▸ Aim of the task
Every single record below is to be reproduced exactly.

BEGIN Data provided

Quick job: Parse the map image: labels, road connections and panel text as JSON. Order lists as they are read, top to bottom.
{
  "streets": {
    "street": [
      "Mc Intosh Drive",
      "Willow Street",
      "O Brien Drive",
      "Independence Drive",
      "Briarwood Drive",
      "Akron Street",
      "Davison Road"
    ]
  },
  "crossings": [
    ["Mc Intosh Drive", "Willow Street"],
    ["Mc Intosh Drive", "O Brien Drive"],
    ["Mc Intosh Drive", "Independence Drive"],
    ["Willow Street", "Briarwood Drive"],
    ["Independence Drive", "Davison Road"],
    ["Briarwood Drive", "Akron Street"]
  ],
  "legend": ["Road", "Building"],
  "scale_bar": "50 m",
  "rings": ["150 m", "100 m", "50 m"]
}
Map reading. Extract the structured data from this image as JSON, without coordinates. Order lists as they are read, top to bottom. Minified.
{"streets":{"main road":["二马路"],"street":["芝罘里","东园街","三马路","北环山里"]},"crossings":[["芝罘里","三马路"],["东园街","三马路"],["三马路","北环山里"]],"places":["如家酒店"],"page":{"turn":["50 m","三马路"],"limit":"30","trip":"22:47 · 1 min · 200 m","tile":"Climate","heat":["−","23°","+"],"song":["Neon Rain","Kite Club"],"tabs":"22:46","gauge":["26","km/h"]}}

END Data provided

▸ Completed task
Quick job: Parse the map image: labels, road connections and panel text as JSON. Order lists as they are read, top to bottom.
{
  "streets": {
    "street": [
      "Mc Intosh Drive",
      "Willow Street",
      "O Brien Drive",
      "Independence Drive",
      "Briarwood Drive",
      "Akron Street",
      "Davison Road"
    ]
  },
  "crossings": [
    ["Mc Intosh Drive", "Willow Street"],
    ["Mc Intosh Drive", "O Brien Drive"],
    ["Mc Intosh Drive", "Independence Drive"],
    ["Willow Street", "Briarwood Drive"],
    ["Independence Drive", "Davison Road"],
    ["Briarwood Drive", "Akron Street"]
  ],
  "legend": ["Road", "Building"],
  "scale_bar": "50 m",
  "rings": ["150 m", "100 m", "50 m"]
}
Map reading. Extract the structured data from this image as JSON, without coordinates. Order lists as they are read, top to bottom. Minified.
{"streets":{"main road":["二马路"],"street":["芝罘里","东园街","三马路","北环山里"]},"crossings":[["芝罘里","三马路"],["东园街","三马路"],["三马路","北环山里"]],"places":["如家酒店"],"page":{"turn":["50 m","三马路"],"limit":"30","trip":"22:47 · 1 min · 200 m","tile":"Climate","heat":["−","23°","+"],"song":["Neon Rain","Kite Club"],"tabs":"22:46","gauge":["26","km/h"]}}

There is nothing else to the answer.